━━━ DATA RECORDS ━━━

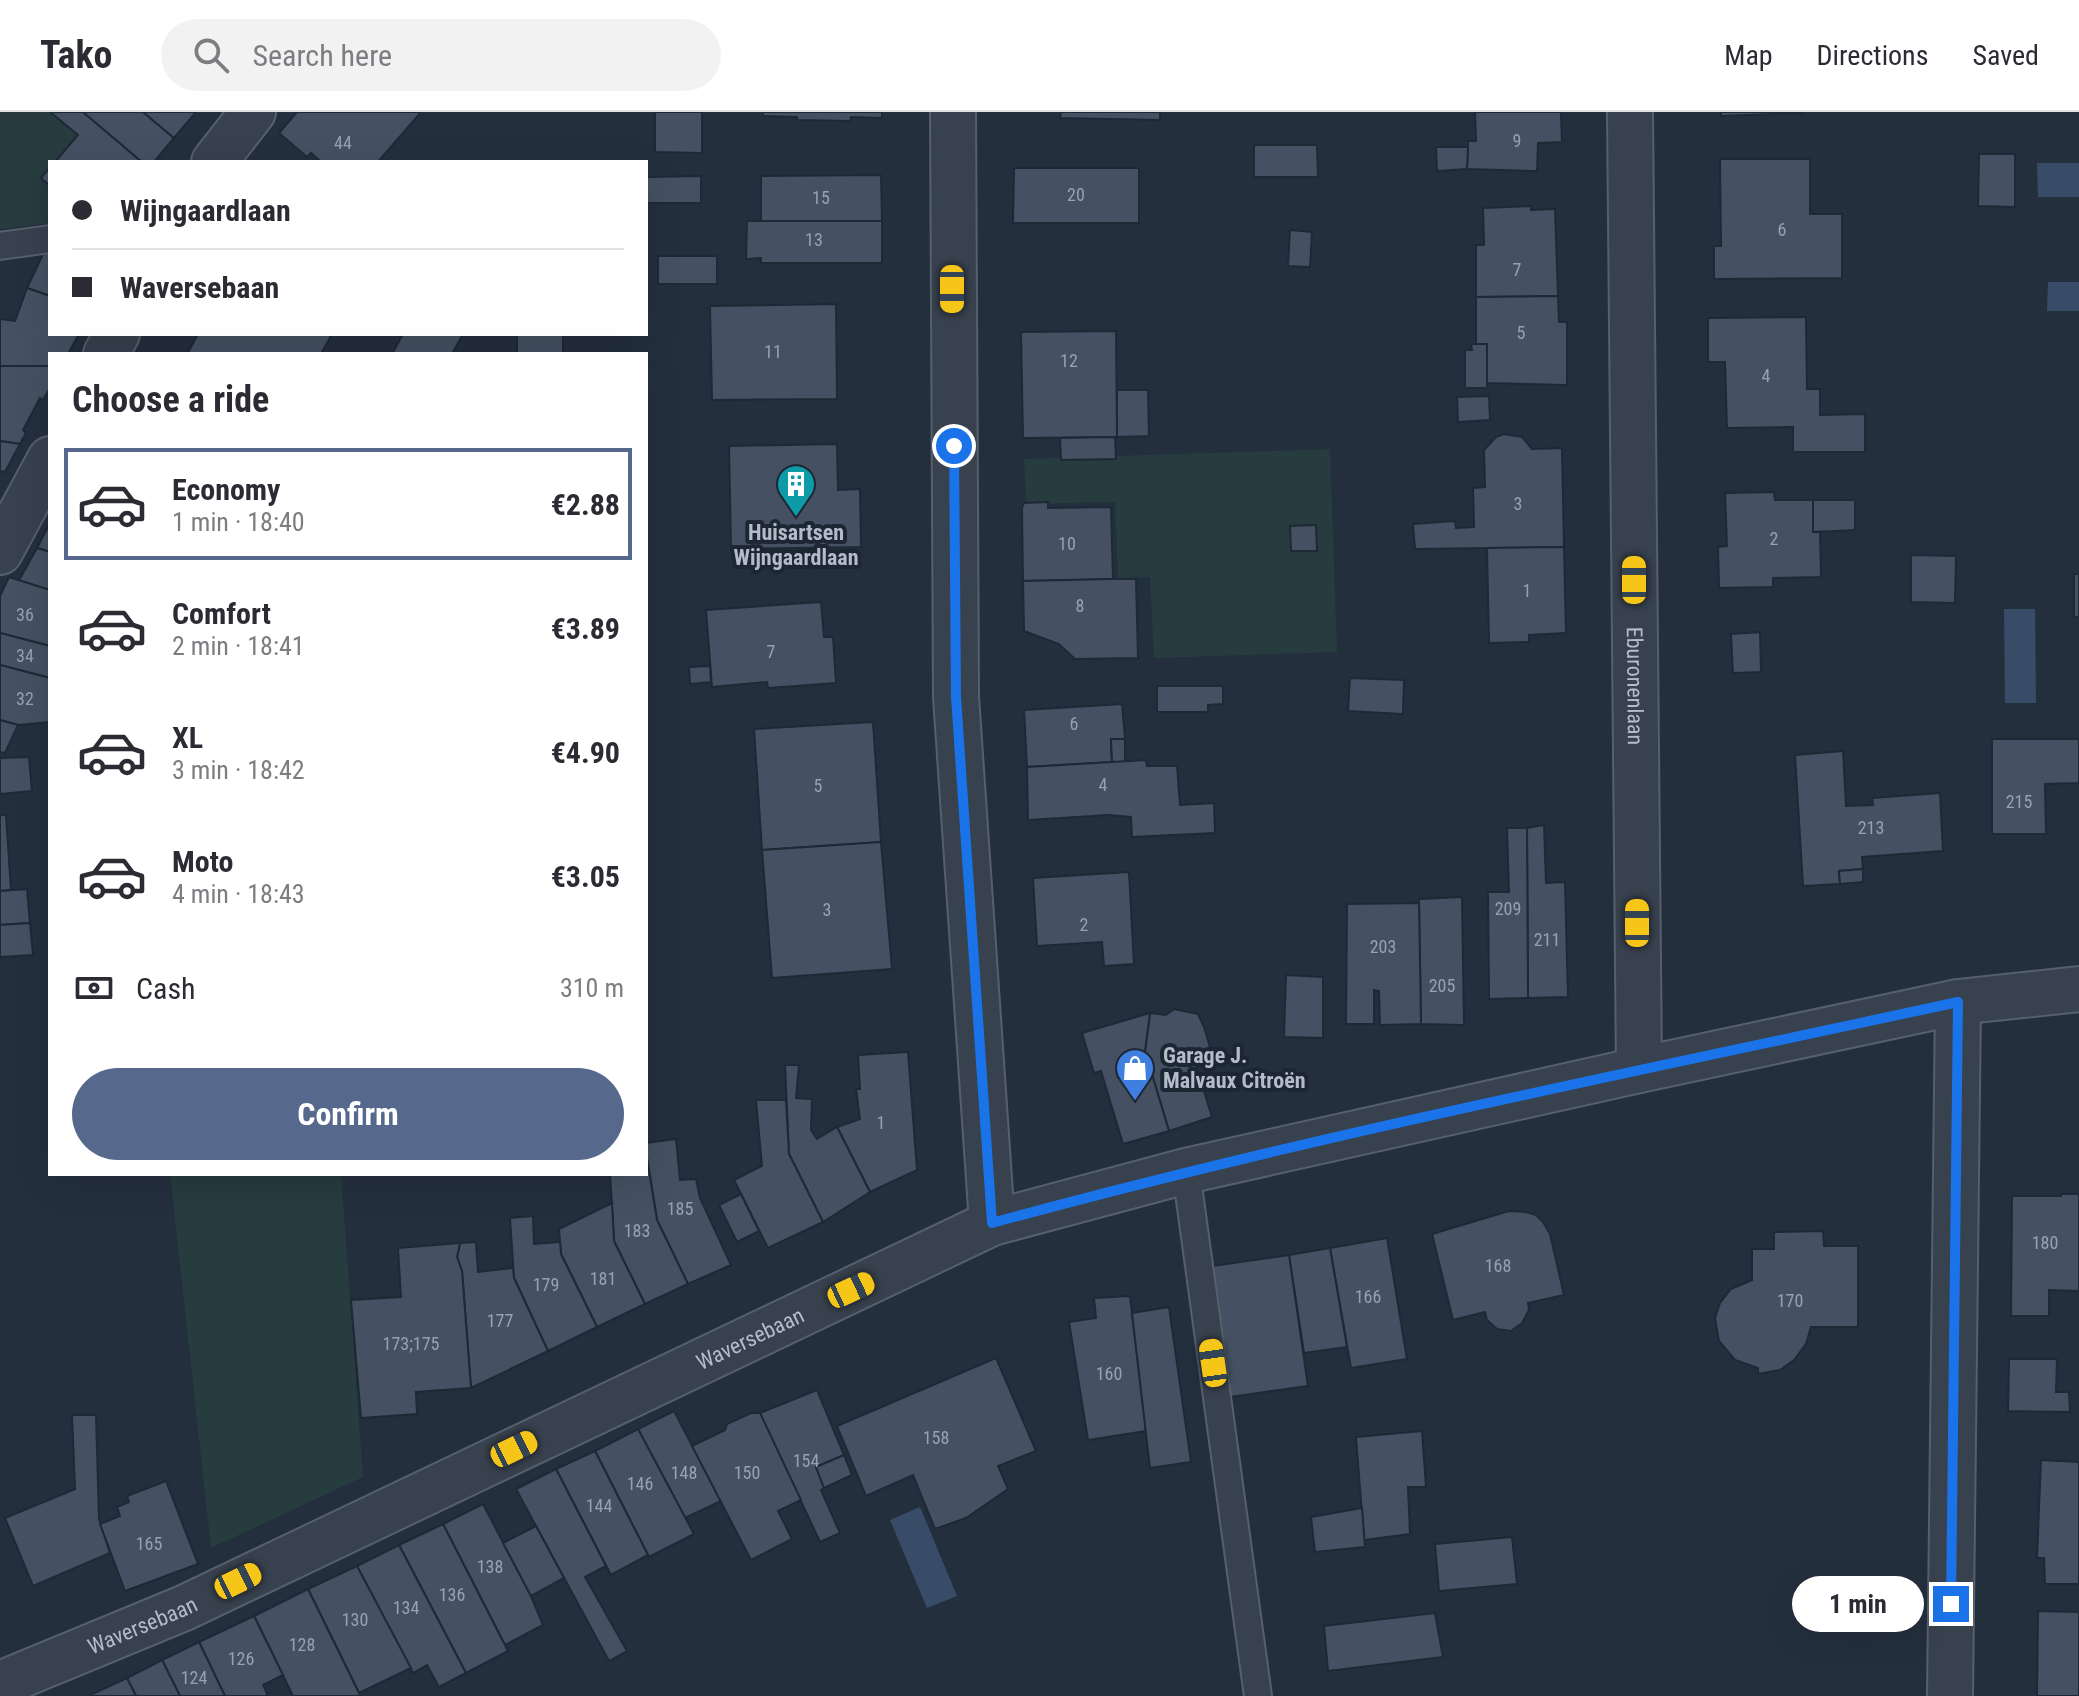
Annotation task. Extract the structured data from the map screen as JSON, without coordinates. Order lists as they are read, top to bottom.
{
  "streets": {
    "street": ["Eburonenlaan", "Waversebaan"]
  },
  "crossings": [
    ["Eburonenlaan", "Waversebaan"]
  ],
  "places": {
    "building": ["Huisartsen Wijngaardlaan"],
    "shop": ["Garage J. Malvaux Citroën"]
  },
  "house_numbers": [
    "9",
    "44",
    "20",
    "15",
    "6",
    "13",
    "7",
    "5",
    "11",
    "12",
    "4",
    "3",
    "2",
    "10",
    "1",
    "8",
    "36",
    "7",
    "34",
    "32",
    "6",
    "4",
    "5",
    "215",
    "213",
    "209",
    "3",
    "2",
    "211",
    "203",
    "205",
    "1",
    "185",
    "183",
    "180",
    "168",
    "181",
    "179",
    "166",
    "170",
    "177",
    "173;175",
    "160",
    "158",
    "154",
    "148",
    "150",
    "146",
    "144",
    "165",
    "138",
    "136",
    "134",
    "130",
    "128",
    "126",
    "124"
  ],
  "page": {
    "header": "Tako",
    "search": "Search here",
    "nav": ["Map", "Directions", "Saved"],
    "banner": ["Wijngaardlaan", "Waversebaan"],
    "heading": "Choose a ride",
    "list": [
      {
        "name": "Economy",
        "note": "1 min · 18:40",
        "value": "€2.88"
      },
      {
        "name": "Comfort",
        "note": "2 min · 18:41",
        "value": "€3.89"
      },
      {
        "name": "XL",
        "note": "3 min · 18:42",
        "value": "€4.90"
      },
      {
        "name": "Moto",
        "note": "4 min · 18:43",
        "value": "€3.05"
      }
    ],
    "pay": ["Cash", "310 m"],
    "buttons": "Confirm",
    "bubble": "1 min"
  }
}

━━━

Where a line above includes "Eburonenlaan", copy that line.

    "street": ["Eburonenlaan", "Waversebaan"]
    ["Eburonenlaan", "Waversebaan"]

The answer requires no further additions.